An unproductive working day: you make your way into the office with a vague notion of what is going on that day. Slope off to the kitchen to get your caffeine fix and then return to your desk to peruse your emails. The next thing you know it is 10.30am. You've a) not answered that many emails, b) are on your way to a meeting that you haven't prepped for and, c) will now have to sprint across town to your lunchtime meeting. The first steps of excelling at any job (and avoiding that madness) is to learn the craft of managing your working day. Follow our top tips for cracking this life essential:
1. Plan your day before you start it
This could be before you go to bed, on your morning commute, with your mug of tea in your hand at 8.45am, whatever works for you, but ensure you make it a routine and don't skip it out even if you are pushed for time. Take time to write down your main objectives. Having spent several years studying you should know by now when you are at your most productive. Some people can zip through admin first thing in the morning or others prefer to schedule their meetings first thing. Try to plan your day to play to your strengths.
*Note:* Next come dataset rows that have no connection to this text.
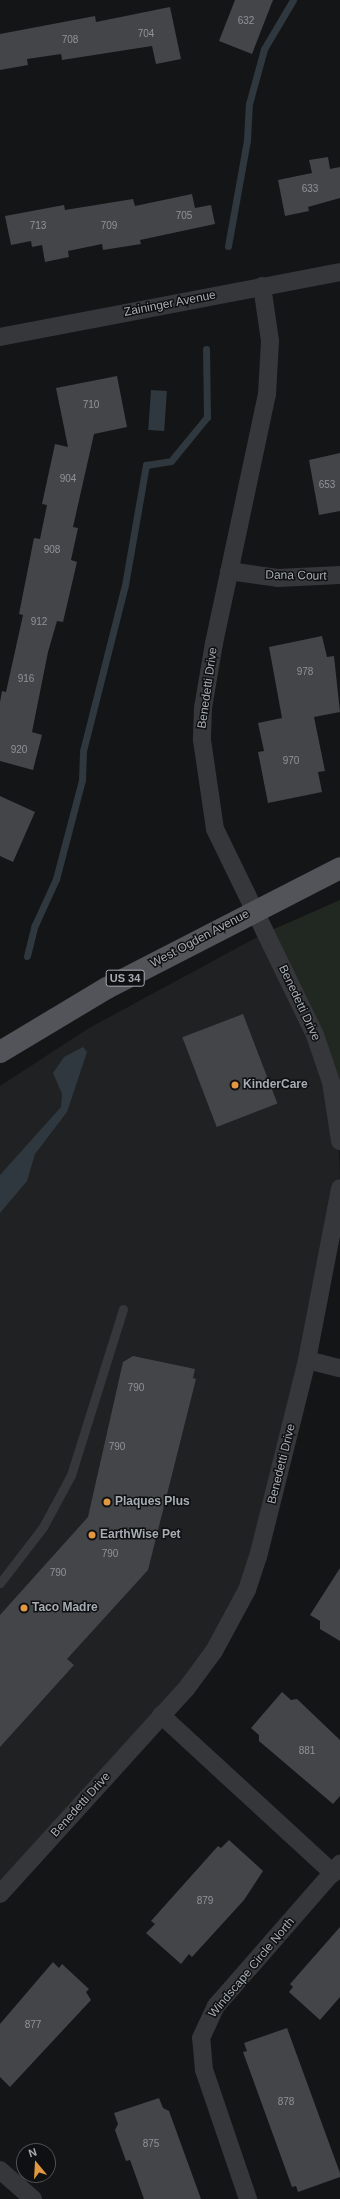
<!DOCTYPE html>
<html>
<head>
<meta charset="utf-8">
<style>
  body { margin:0 }
  #map { position:relative; width:340px; height:2199px; overflow:hidden; background:#141516; font-family:Helvetica,sans-serif }
  div>[style] { position:absolute }
  .built>* { inset:0; background:#202123 }
  .green>* { inset:0; background:#212821 }
  .water>* { inset:0; background:#2f383e; transform-origin:0 0 }
  .stream>* { height:7px; margin:-3.5px; padding:0 3.5px; transform-origin:3.5px; border-radius:3.5px; background:#2f383e }
  .building>* { inset:0; background:#434549; transform-origin:0 0 }
  .lane>* { height:9px; margin:-4.5px; padding:0 4.5px; transform-origin:4.5px; border-radius:4.5px; background:#36373b }
  .street>* { height:18px; margin:-9px; padding:0 9px; transform-origin:9px; border-radius:9px; background:#36373b }
  .primary>* { height:22px; margin:-11px; padding:0 11px; transform-origin:11px; border-radius:11px; background:#525459 }
  .dots>* { width:11px; height:11px; translate:-50% -50%; box-sizing:border-box; border:2px solid #0f1011; border-radius:50% }
  span { translate:-50% -50%; white-space:nowrap; text-align:center; line-height:1.15; -webkit-text-stroke:3px #0f1011; paint-order:stroke }
  .number-label { font-size:10px; color:#8e939a }
  .number-label span { -webkit-text-stroke-width:0 }
  .shield-label span { padding:1px 3px; background:#0f1011; border:1px solid; border-radius:3px; -webkit-text-stroke-width:0 }
  .shield-label { font-size:11px; color:#a7adb5; font-weight:700 }
  .street-label { font-size:12px; color:#a7adb5 }
  .poi-label { font-size:12px; color:#a7adb5; font-weight:700 }
  .left { translate:0 -50%; text-align:left }
  .north { position:absolute; left:16px; top:2143px; width:40px; height:40px; box-sizing:border-box; background:#0f1011; border:1px solid #4c4f53; border-radius:50%; rotate:342deg; font-size:11px; font-weight:700; line-height:16px; text-align:center; color:#a7adb5 }
  .north::after { content:''; display:block; margin:auto; width:14px; height:18px; background:#e29841; clip-path:polygon(50% 0,100% 100%,50% 72%,0 100%) }
</style>
</head>
<body>
<div id="map">
  <div class="built">
    <i style="clip-path:polygon(265px 933px,337px 1110px,340px 1175px,336px 1225px,255px 1564px,224px 1632px,0 1895px,0 1086px,89px 1028px)"></i>
  </div>
  <div class="green">
    <i style="clip-path:polygon(340px 900px,340px 1110px,265px 933px)"></i>
  </div>
  <div class="water">
    <i style="left:151px;top:390px;width:16px;height:40px;rotate:4deg"></i>
    <i style="clip-path:polygon(83px 1047px,87px 1052px,67px 1112px,35px 1154px,27px 1181px,0 1213px,0 1175px,61px 1107px,62px 1094px,53px 1073px,64px 1057px)"></i>
  </div>
  <div class="stream">
    <i style="left:228px;top:246px;width:108px;rotate:-79.8deg"></i>
    <i style="left:247px;top:140px;width:36px;rotate:-87deg"></i>
    <i style="left:249px;top:104px;width:57px;rotate:-74.7deg"></i>
    <i style="left:264px;top:49px;width:57px;rotate:-59.4deg"></i>
    <i style="left:27px;top:956px;width:32px;rotate:-76deg"></i>
    <i style="left:35px;top:925px;width:51px;rotate:-65.5deg"></i>
    <i style="left:56px;top:879px;width:102px;rotate:-75.3deg"></i>
    <i style="left:82px;top:780px;width:29px;rotate:-88deg"></i>
    <i style="left:83px;top:751px;width:171px;rotate:-75.8deg"></i>
    <i style="left:125px;top:585px;width:122px;rotate:-80.1deg"></i>
    <i style="left:146px;top:465px;width:25px;rotate:-9deg"></i>
    <i style="left:171px;top:461px;width:57px;rotate:-50.7deg"></i>
    <i style="left:207px;top:417px;width:68px;rotate:-90.8deg"></i>
  </div>
  <div class="building">
    <i style="clip-path:polygon(235px 0,273px 0,252px 54px,219px 41px)"></i>
    <i style="clip-path:polygon(170px 7px,181px 59px,156px 64px,152px 46px,62px 60px,61px 54px,27px 59px,28px 65px,0 70px,0 34px,95px 16px,96px 22px)"></i>
    <i style="clip-path:polygon(328px 157px,330px 169px,340px 167px,340px 198px,308px 207px,309px 211px,285px 216px,278px 180px,312px 173px,309px 160px)"></i>
    <i style="clip-path:polygon(192px 194px,195px 208px,211px 205px,215px 224px,140px 240px,141px 244px,103px 250px,102px 244px,68px 251px,69px 257px,45px 262px,42px 245px,32px 247px,31px 241px,11px 245px,5px 216px,64px 205px,65px 210px,133px 199px,135px 206px)"></i>
    <i style="clip-path:polygon(117px 376px,127px 427px,94px 434px,73px 527px,78px 528px,71px 560px,77px 562px,63px 622px,57px 621px,48px 652px,32px 732px,42px 735px,33px 770px,0 761px,0 702px,2px 691px,6px 692px,23px 615px,19px 614px,34px 538px,40px 539px,47px 505px,42px 504px,55px 444px,68px 447px,56px 388px)"></i>
    <i style="clip-path:polygon(340px 453px,340px 511px,319px 515px,309px 460px)"></i>
    <i style="clip-path:polygon(322px 636px,327px 657px,334px 656px,340px 712px,314px 717px,325px 771px,318px 772px,322px 792px,268px 803px,258px 752px,264px 751px,258px 723px,282px 718px,269px 647px)"></i>
    <i style="clip-path:polygon(0 796px,35px 812px,13px 862px,0 856px)"></i>
    <i style="left:243px;top:1014px;width:96px;height:65px;rotate:69deg"></i>
    <i style="clip-path:polygon(133px 1356px,195px 1369px,193px 1378px,196px 1379px,148px 1570px,67px 1659px,74px 1665px,0 1747px,0 1615px,88px 1517px,123px 1362px)"></i>
    <i style="clip-path:polygon(340px 1568px,340px 1641px,320px 1629px,320px 1621px,310px 1615px)"></i>
    <i style="clip-path:polygon(282px 1692px,291px 1700px,297px 1699px,340px 1740px,340px 1796px,333px 1804px,259px 1741px,259px 1735px,251px 1728px)"></i>
    <i style="clip-path:polygon(229px 1840px,263px 1871px,244px 1900px,192px 1957px,189px 1954px,181px 1964px,146px 1933px,155px 1924px,151px 1921px,218px 1846px,221px 1848px)"></i>
    <i style="clip-path:polygon(340px 1927px,340px 1997px,320px 2020px,289px 1992px,293px 1987px,290px 1984px)"></i>
    <i style="clip-path:polygon(53px 1962px,59px 1968px,62px 1964px,89px 1989px,86px 1992px,91px 2000px,10px 2087px,0 2077px,0 2024px)"></i>
    <i style="clip-path:polygon(287px 2028px,340px 2173px,340px 2177px,298px 2192px,296px 2186px,292px 2187px,243px 2052px,247px 2051px,244px 2043px)"></i>
    <i style="clip-path:polygon(159px 2098px,163px 2108px,169px 2111px,201px 2199px,144px 2199px,130px 2160px,126px 2161px,115px 2130px,118px 2124px,114px 2113px)"></i>
  </div>
  <div class="lane">
    <i style="left:0;top:1583px;width:71px;rotate:-52.5deg"></i>
    <i style="left:43px;top:1527px;width:59px;rotate:-61.7deg"></i>
    <i style="left:71px;top:1475px;width:174px;rotate:-72.6deg"></i>
  </div>
  <div class="street">
    <i style="left:262px;top:286px;width:56px;rotate:81.7deg"></i>
    <i style="left:270px;top:341px;width:53px;rotate:93.2deg"></i>
    <i style="left:267px;top:394px;width:255px;rotate:102deg"></i>
    <i style="left:214px;top:643px;width:66px;rotate:99.6deg"></i>
    <i style="left:203px;top:708px;width:32px;rotate:92deg"></i>
    <i style="left:202px;top:740px;width:90px;rotate:81.7deg"></i>
    <i style="left:215px;top:829px;width:229px;rotate:64.1deg"></i>
    <i style="left:315px;top:1035px;width:50px;rotate:71.2deg"></i>
    <i style="left:331px;top:1082px;width:60px;rotate:81.3deg"></i>
    <i style="left:0;top:337px;width:346px;rotate:-10.8deg"></i>
    <i style="left:229px;top:571px;width:49px;rotate:8.1deg"></i>
    <i style="left:278px;top:578px;width:62px;rotate:-2.8deg"></i>
    <i style="left:307px;top:1360px;width:34px;rotate:14deg"></i>
    <i style="left:161px;top:1715px;width:234px;rotate:42.6deg"></i>
    <i style="left:0;top:1894px;width:277px;rotate:-47.8deg"></i>
    <i style="left:186px;top:1689px;width:47px;rotate:-53.6deg"></i>
    <i style="left:214px;top:1651px;width:69px;rotate:-61.6deg"></i>
    <i style="left:247px;top:1590px;width:35px;rotate:-72deg"></i>
    <i style="left:258px;top:1557px;width:203px;rotate:-76deg"></i>
    <i style="left:307px;top:1360px;width:175px;rotate:-79.1deg"></i>
    <i style="left:0;top:2170px;width:44px;rotate:41.3deg"></i>
    <i style="left:248px;top:2199px;width:136px;rotate:-108.8deg"></i>
    <i style="left:204px;top:2070px;width:32px;rotate:-95deg"></i>
    <i style="left:201px;top:2038px;width:35px;rotate:-65deg"></i>
    <i style="left:216px;top:2006px;width:189px;rotate:-48.9deg"></i>
  </div>
  <div class="primary">
    <i style="left:0;top:1052px;width:125px;rotate:-30.9deg"></i>
    <i style="left:107px;top:988px;width:262px;rotate:-27.2deg"></i>
  </div>
  <div class="dots">
    <i style="left:235px;top:1085px;background:#e29841"></i>
    <i style="left:107px;top:1502px;background:#e29841"></i>
    <i style="left:92px;top:1535px;background:#e29841"></i>
    <i style="left:24px;top:1608px;background:#e29841"></i>
  </div>
  <div class="number-label">
    <span style="left:246px;top:21px">632</span>
    <span style="left:146px;top:34px">704</span>
    <span style="left:70px;top:40px">708</span>
    <span style="left:310px;top:189px">633</span>
    <span style="left:184px;top:216px">705</span>
    <span style="left:38px;top:226px">713</span>
    <span style="left:109px;top:226px">709</span>
    <span style="left:91px;top:405px">710</span>
    <span style="left:68px;top:479px">904</span>
    <span style="left:327px;top:485px">653</span>
    <span style="left:52px;top:550px">908</span>
    <span style="left:39px;top:622px">912</span>
    <span style="left:305px;top:672px">978</span>
    <span style="left:26px;top:679px">916</span>
    <span style="left:19px;top:750px">920</span>
    <span style="left:291px;top:761px">970</span>
    <span style="left:136px;top:1388px">790</span>
    <span style="left:117px;top:1447px">790</span>
    <span style="left:110px;top:1554px">790</span>
    <span style="left:58px;top:1573px">790</span>
    <span style="left:307px;top:1751px">881</span>
    <span style="left:205px;top:1901px">879</span>
    <span style="left:33px;top:2025px">877</span>
    <span style="left:286px;top:2102px">878</span>
    <span style="left:151px;top:2144px">875</span>
  </div>
  <div class="shield-label">
    <span style="left:125px;top:978px">US 34</span>
  </div>
  <div class="street-label">
    <span style="left:170px;top:304px;rotate:-11deg">Zaininger Avenue</span>
    <span style="left:296px;top:576px;rotate:1deg">Dana Court</span>
    <span style="left:208px;top:688px;rotate:-82deg">Benedetti Drive</span>
    <span style="left:200px;top:939px;rotate:-28deg">West Ogden Avenue</span>
    <span style="left:299px;top:1003px;rotate:65deg">Benedetti Drive</span>
    <span style="left:282px;top:1464px;rotate:-76deg">Benedetti Drive</span>
    <span style="left:81px;top:1805px;rotate:-48deg">Benedetti Drive</span>
    <span style="left:252px;top:1968px;rotate:-50deg">Windscape Circle North</span>
  </div>
  <div class="poi-label">
    <span class="left" style="left:243px;top:1085px">KinderCare</span>
    <span class="left" style="left:115px;top:1502px">Plaques Plus</span>
    <span class="left" style="left:100px;top:1535px">EarthWise Pet</span>
    <span class="left" style="left:32px;top:1608px">Taco Madre</span>
  </div>
  <div class="north">N</div>
</div>
</body>
</html>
2. Prioritise. Prioritise. Prioritise
You'll go mad trying to do everything at once. Not sure what is most important? Seek advice. There is no shame in admitting you've got too much on and your line manager would much rather know well in advance of conflicting deadlines than 20 minutes before that you're not going to get everything done.
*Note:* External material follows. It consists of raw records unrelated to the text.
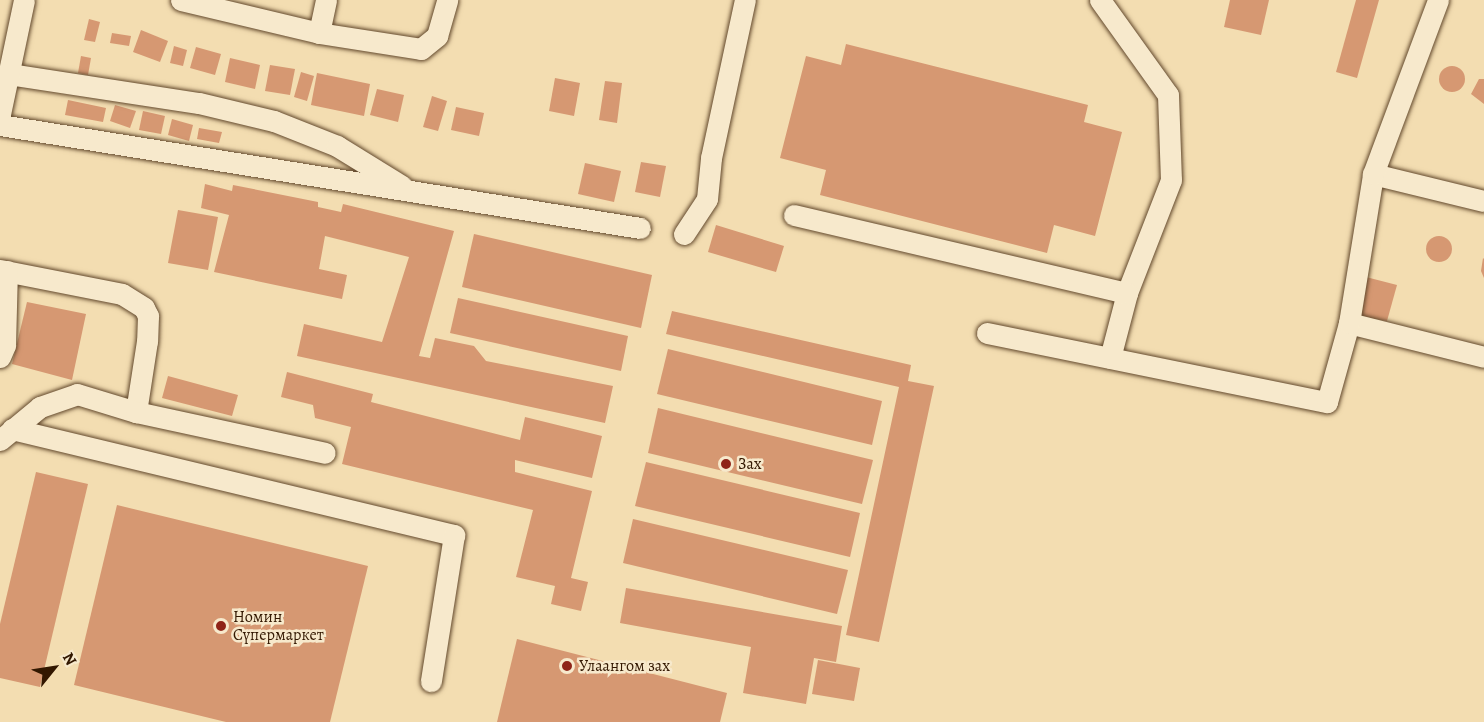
<!DOCTYPE html>
<html>
<head>
<meta charset="utf-8">
<style>
  body { margin:0 }
  #map { position:relative; width:1484px; height:722px; overflow:hidden; background:#f3ddb1; font-family:Alegreya,serif }
  div>[style] { position:absolute }
  .building>* { inset:0; background:#d69872 }
  .round { border-radius:50% }
  .roads { filter:drop-shadow(0 0 2px #62482c) drop-shadow(0 0 2px #62482c) }
  .minor>* { height:21px; margin:-10.5px; padding:0 10.5px; transform-origin:10.5px; border-radius:10.5px; background:#f7e9cc }
  .dots>* { width:16px; height:16px; translate:-50% -50%; box-sizing:border-box; border:3px solid #f7e9cc; border-radius:50% }
  span { translate:-50% -50%; white-space:nowrap; text-align:center; line-height:1.15; -webkit-text-stroke:5px #f7e9cc; paint-order:stroke }
  .poi-label { font-size:16px; color:#321700 }
  .left { translate:0 -50%; text-align:left }
  .north { position:absolute; left:24px; top:638px; width:60px; height:60px; -webkit-text-stroke:4px #f7e9cc; paint-order:stroke; rotate:60deg; font-size:16px; font-weight:700; line-height:24px; text-align:center; color:#321700 }
  .north::after { content:''; display:block; margin:auto; width:21px; height:27px; background:#321700; clip-path:polygon(50% 0,100% 100%,50% 72%,0 100%) }
</style>
</head>
<body>
<div id="map">
  <div class="building">
    <i style="clip-path:polygon(1230px 0,1269px 0,1261px 35px,1224px 27px)"></i>
    <i style="clip-path:polygon(1356px 0,1379px 0,1357px 78px,1336px 72px)"></i>
    <i style="clip-path:polygon(89px 19px,100px 22px,95px 42px,84px 40px)"></i>
    <i style="clip-path:polygon(141px 30px,168px 41px,160px 62px,133px 52px)"></i>
    <i style="clip-path:polygon(112px 33px,131px 36px,129px 46px,110px 43px)"></i>
    <i style="clip-path:polygon(846px 44px,1088px 105px,1084px 122px,1122px 132px,1095px 236px,1054px 225px,1047px 253px,820px 195px,826px 170px,780px 158px,806px 56px,841px 65px)"></i>
    <i style="clip-path:polygon(174px 46px,187px 50px,183px 66px,170px 63px)"></i>
    <i style="clip-path:polygon(196px 47px,221px 54px,215px 75px,190px 68px)"></i>
    <i style="clip-path:polygon(81px 56px,91px 58px,88px 75px,78px 73px)"></i>
    <i style="clip-path:polygon(230px 58px,260px 65px,255px 89px,225px 82px)"></i>
    <i style="clip-path:polygon(270px 65px,295px 69px,290px 95px,265px 91px)"></i>
    <i class="round" style="left:1439px;top:66px;width:26px;height:26px"></i>
    <i style="clip-path:polygon(301px 72px,314px 76px,307px 101px,294px 97px)"></i>
    <i style="clip-path:polygon(317px 73px,370px 84px,364px 116px,311px 105px)"></i>
    <i style="clip-path:polygon(555px 78px,580px 83px,574px 116px,549px 111px)"></i>
    <i style="clip-path:polygon(1479px 79px,1484px 79px,1484px 104px,1471px 94px)"></i>
    <i style="clip-path:polygon(605px 81px,622px 83px,617px 123px,599px 120px)"></i>
    <i style="clip-path:polygon(377px 89px,404px 95px,398px 122px,370px 115px)"></i>
    <i style="clip-path:polygon(432px 96px,447px 101px,438px 131px,423px 127px)"></i>
    <i style="clip-path:polygon(68px 100px,106px 108px,103px 122px,65px 115px)"></i>
    <i style="clip-path:polygon(115px 105px,136px 111px,130px 128px,110px 121px)"></i>
    <i style="clip-path:polygon(456px 107px,484px 113px,479px 136px,451px 130px)"></i>
    <i style="clip-path:polygon(143px 111px,165px 116px,161px 134px,139px 130px)"></i>
    <i style="clip-path:polygon(172px 119px,193px 125px,189px 141px,168px 135px)"></i>
    <i style="clip-path:polygon(199px 128px,222px 132px,219px 143px,197px 139px)"></i>
    <i style="clip-path:polygon(641px 162px,666px 166px,660px 197px,635px 192px)"></i>
    <i style="clip-path:polygon(585px 163px,621px 171px,614px 202px,578px 194px)"></i>
    <i style="clip-path:polygon(205px 184px,232px 191px,233px 185px,318px 202px,318px 207px,341px 212px,343px 204px,454px 231px,419px 356px,430px 358px,435px 338px,474px 346px,486px 361px,613px 386px,605px 423px,297px 356px,304px 324px,382px 342px,409px 257px,325px 236px,319px 269px,347px 275px,342px 299px,214px 272px,229px 215px,201px 208px)"></i>
    <i style="clip-path:polygon(178px 210px,218px 217px,208px 270px,168px 263px)"></i>
    <i style="clip-path:polygon(716px 225px,784px 246px,776px 272px,708px 252px)"></i>
    <i style="clip-path:polygon(474px 234px,652px 275px,641px 328px,462px 287px)"></i>
    <i class="round" style="left:1426px;top:236px;width:26px;height:26px"></i>
    <i style="clip-path:polygon(1483px 258px,1484px 259px,1484px 278px,1481px 271px)"></i>
    <i style="clip-path:polygon(1366px 277px,1397px 285px,1387px 321px,1361px 317px)"></i>
    <i style="clip-path:polygon(458px 298px,628px 336px,621px 371px,450px 333px)"></i>
    <i style="clip-path:polygon(27px 302px,86px 314px,72px 380px,12px 364px)"></i>
    <i style="clip-path:polygon(672px 311px,911px 365px,908px 381px,934px 386px,879px 642px,846px 635px,899px 387px,666px 334px)"></i>
    <i style="clip-path:polygon(668px 349px,882px 401px,872px 445px,657px 394px)"></i>
    <i style="clip-path:polygon(287px 372px,373px 394px,371px 402px,520px 440px,525px 417px,602px 436px,592px 478px,515px 460px,515px 472px,592px 491px,571px 578px,588px 582px,581px 611px,551px 604px,555px 586px,516px 577px,533px 510px,342px 464px,351px 427px,315px 418px,313px 405px,281px 397px)"></i>
    <i style="clip-path:polygon(168px 376px,238px 395px,232px 416px,162px 398px)"></i>
    <i style="clip-path:polygon(658px 408px,873px 460px,862px 504px,648px 453px)"></i>
    <i style="clip-path:polygon(646px 462px,860px 513px,850px 557px,635px 506px)"></i>
    <i style="clip-path:polygon(36px 472px,88px 484px,40px 687px,0 678px,0 624px)"></i>
    <i style="clip-path:polygon(117px 505px,368px 566px,330px 722px,226px 722px,74px 685px)"></i>
    <i style="clip-path:polygon(633px 519px,848px 570px,837px 614px,623px 563px)"></i>
    <i style="clip-path:polygon(626px 588px,842px 626px,836px 662px,814px 658px,806px 704px,743px 693px,751px 647px,620px 623px)"></i>
    <i style="clip-path:polygon(517px 639px,727px 693px,720px 722px,497px 722px)"></i>
    <i style="clip-path:polygon(818px 660px,860px 668px,854px 701px,812px 694px)"></i>
  </div>
  <div class="roads">
    <div class="minor">
      <i style="left:181px;top:0;width:142px;rotate:13.4deg"></i>
      <i style="left:319px;top:33px;width:103px;rotate:8.9deg"></i>
      <i style="left:421px;top:49px;width:21px;rotate:-39deg"></i>
      <i style="left:437px;top:36px;width:37px;rotate:-74deg"></i>
      <i style="left:1100px;top:0;width:117px;rotate:54.4deg"></i>
      <i style="left:1168px;top:95px;width:85px;rotate:88deg"></i>
      <i style="left:1171px;top:180px;width:121px;rotate:111.3deg"></i>
      <i style="left:1127px;top:293px;width:67px;rotate:104.7deg"></i>
      <i style="left:319px;top:33px;width:34px;rotate:-78deg"></i>
      <i style="left:9px;top:74px;width:192px;rotate:8.7deg"></i>
      <i style="left:199px;top:103px;width:77px;rotate:13.5deg"></i>
      <i style="left:274px;top:121px;width:68px;rotate:21.6deg"></i>
      <i style="left:337px;top:146px;width:76px;rotate:31.6deg"></i>
      <i style="left:0;top:114px;width:116px;rotate:-78.1deg"></i>
      <i style="left:0;top:125px;width:648px;rotate:9.14deg"></i>
      <i style="left:1373px;top:174px;width:114px;rotate:13.7deg"></i>
      <i style="left:794px;top:215px;width:342px;rotate:13.2deg"></i>
      <i style="left:684px;top:234px;width:42px;rotate:-56.7deg"></i>
      <i style="left:707px;top:199px;width:41px;rotate:-84.4deg"></i>
      <i style="left:711px;top:158px;width:162px;rotate:-77.9deg"></i>
      <i style="left:0;top:270px;width:124px;rotate:11.1deg"></i>
      <i style="left:122px;top:294px;width:26px;rotate:32deg"></i>
      <i style="left:144px;top:308px;width:9px;rotate:63deg"></i>
      <i style="left:148px;top:316px;width:25px;rotate:92deg"></i>
      <i style="left:147px;top:341px;width:72px;rotate:98.8deg"></i>
      <i style="left:1349px;top:323px;width:139px;rotate:14.1deg"></i>
      <i style="left:987px;top:333px;width:347px;rotate:11.5deg"></i>
      <i style="left:1327px;top:402px;width:82px;rotate:-74.4deg"></i>
      <i style="left:1349px;top:323px;width:151px;rotate:-80.8deg"></i>
      <i style="left:1373px;top:174px;width:186px;rotate:-69.5deg"></i>
      <i style="left:0;top:357px;width:13px;rotate:-67deg"></i>
      <i style="left:5px;top:345px;width:74px;rotate:-88.5deg"></i>
      <i style="left:12px;top:429px;width:455px;rotate:13.5deg"></i>
      <i style="left:454px;top:535px;width:148px;rotate:99deg"></i>
      <i style="left:0;top:440px;width:52px;rotate:-39.5deg"></i>
      <i style="left:40px;top:407px;width:39px;rotate:-19deg"></i>
      <i style="left:77px;top:394px;width:62px;rotate:17deg"></i>
      <i style="left:136px;top:412px;width:193px;rotate:12.2deg"></i>
    </div>
  </div>
  <div class="dots">
    <i style="left:726px;top:464px;background:#8f2418"></i>
    <i style="left:221px;top:626px;background:#8f2418"></i>
    <i style="left:567px;top:666px;background:#8f2418"></i>
  </div>
  <div class="poi-label">
    <span class="left" style="left:738px;top:464px">Зах</span>
    <span class="left" style="left:233px;top:626px">Номин<br>Сүпермаркет</span>
    <span class="left" style="left:579px;top:666px">Улаангом зах</span>
  </div>
  <div class="north">N</div>
</div>
</body>
</html>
3. Figure out how you best keep track of everything
To-do lists work for some people but for others they become comically long and, ultimately, useless. Consider using online tools to help you. There are lots of free online tools that are free. A personal favourite of the Bright Network team is 'Trello' as they help you prioritise in a visual way, you can collaborate easily with others and they notify you when things are due.
4. Buy a notebook
Even if you prefer to work off a tablet/laptop, there will be times when you just need to write something down so you don't forget it. Keep it with you wherever you go and ensure you check it a few times a day that you've not missed anything. If it works for Richard Branson, it might be worth thinking about!
5. Manage your diary
It isn't there just for other people to put things in. There is nothing weird about blocking out time in your diary for certain tasks (e.g. expenses) and then adding to the appointment as you go through the week so that you never forget to do it in that block. You should also build in preparation time for meetings / calls / follow ups / travel. If you don't, you'll end up chasing the proverbial tail as you run from one place to the other without having prepped.
6. Talking & Thinking
Depending on the work that you do, you will have to accept that you could spend around 50% (at least) of your time talking about your work, thinking about your work, before you actually get anything done. This is not a bad thing so long as you make sure you're using the time effectively. Plan your meetings ahead of time so that you clearly know what you want out of each one. That way you can make the most of your conversations when you have them. Try to avoid being dragged into meetings / discussions that you know you won't be able to contribute to or benefit from.
7. Reassess half way through your day
Having cleverly spent half an hour on the way to work planning what you're doing, you don't want to lose your momentum by not paying attention to what's actually happening that day. Are you really going to get everything done in the time you allocated? Has your boss asked for something which now trumps everything else? You need to be flexible, react accordingly and prioritise.
8. Manage your inbox
You don't have to read every email as it comes in. We recommend that you schedule times of the day to do a 'sweep'. Creating email folders to help sort through your emails can be a lifesaver. Filing systems may vary but if you have a lot of 'non-urgent' emails that need your attention, pop them into a folder and schedule half an hour / an hour a week to blitz them. Every email should be either deleted, filed or sitting in your inbox awaiting action.
9. Be technologically adept
Fact: Printers always go on the blink when you have a tight deadline. A weird law of the universe but inevitable. Rather than having a meltdown while trying to figure out where you'll buy yellow toner at 9pm, make sure you build in at least a few hours before the end of office hours to check all your technology is working like a dream. And perhaps keep some 24 hours print shops in your bookmarks (just in case).
10. Do Not Disturb
And finally, if you really can't be disturbed, take yourself away from your desk, put your VM on and let your colleagues know. This happens to everyone once in a while and you'll find that the more you follow steps 1-9 the less it'll happen to you.